→ WHAT IS REQUIRED: The entries are to be returned exactly, with images left out.

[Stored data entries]
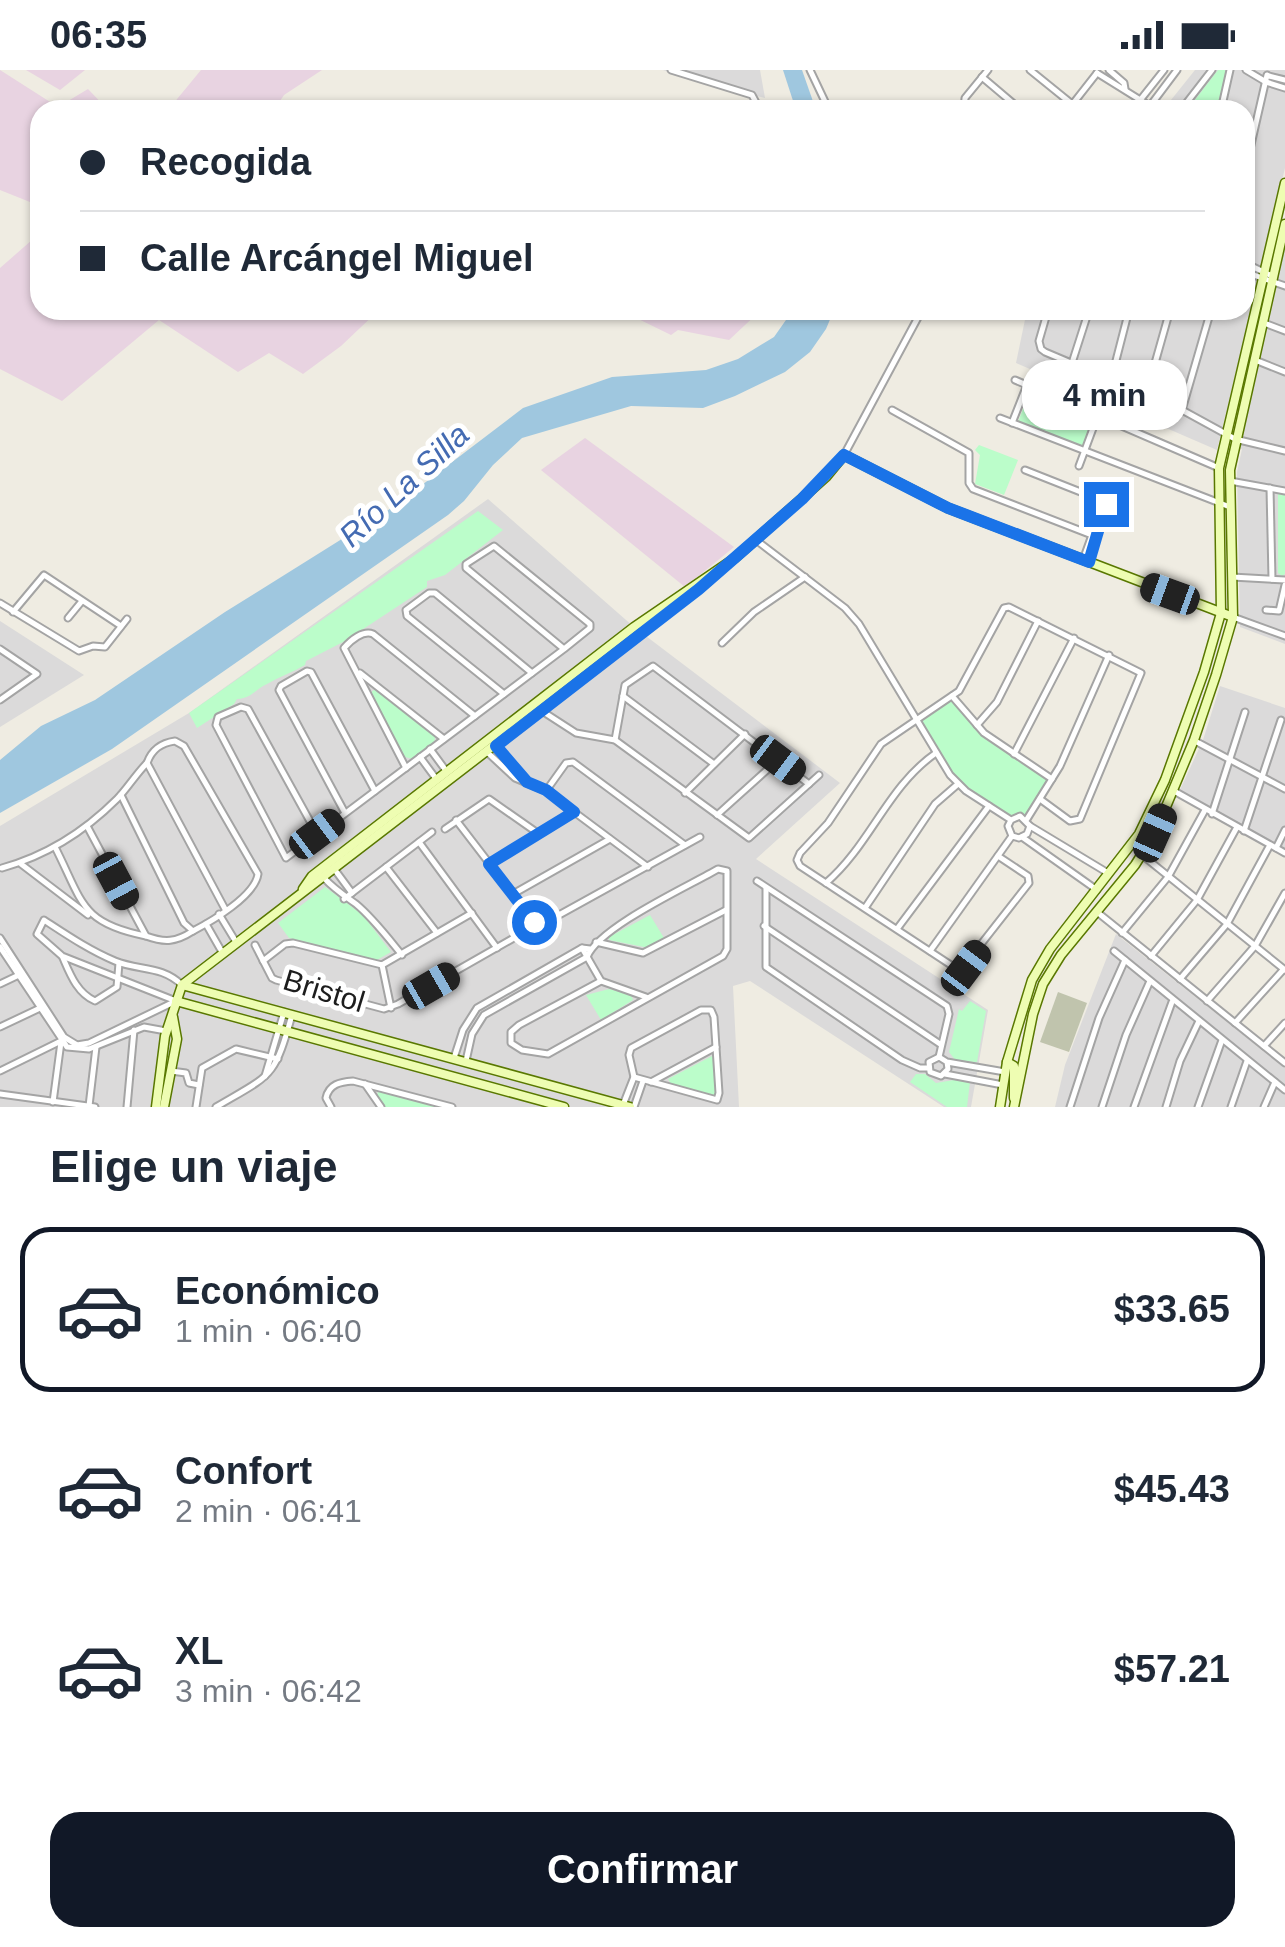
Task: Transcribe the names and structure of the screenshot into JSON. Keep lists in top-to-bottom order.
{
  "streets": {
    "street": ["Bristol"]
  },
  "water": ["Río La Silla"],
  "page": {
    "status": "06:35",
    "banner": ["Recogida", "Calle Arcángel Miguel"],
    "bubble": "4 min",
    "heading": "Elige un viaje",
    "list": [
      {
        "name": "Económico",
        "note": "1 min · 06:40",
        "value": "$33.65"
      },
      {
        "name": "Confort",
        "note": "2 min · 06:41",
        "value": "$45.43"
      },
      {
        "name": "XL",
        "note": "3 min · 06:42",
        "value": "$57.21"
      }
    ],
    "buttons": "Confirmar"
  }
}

→ COMPLETED TASK:
Task: Transcribe the names and structure of the screenshot into JSON. Keep lists in top-to-bottom order.
{
  "streets": {
    "street": ["Bristol"]
  },
  "water": ["Río La Silla"],
  "page": {
    "status": "06:35",
    "banner": ["Recogida", "Calle Arcángel Miguel"],
    "bubble": "4 min",
    "heading": "Elige un viaje",
    "list": [
      {
        "name": "Económico",
        "note": "1 min · 06:40",
        "value": "$33.65"
      },
      {
        "name": "Confort",
        "note": "2 min · 06:41",
        "value": "$45.43"
      },
      {
        "name": "XL",
        "note": "3 min · 06:42",
        "value": "$57.21"
      }
    ],
    "buttons": "Confirmar"
  }
}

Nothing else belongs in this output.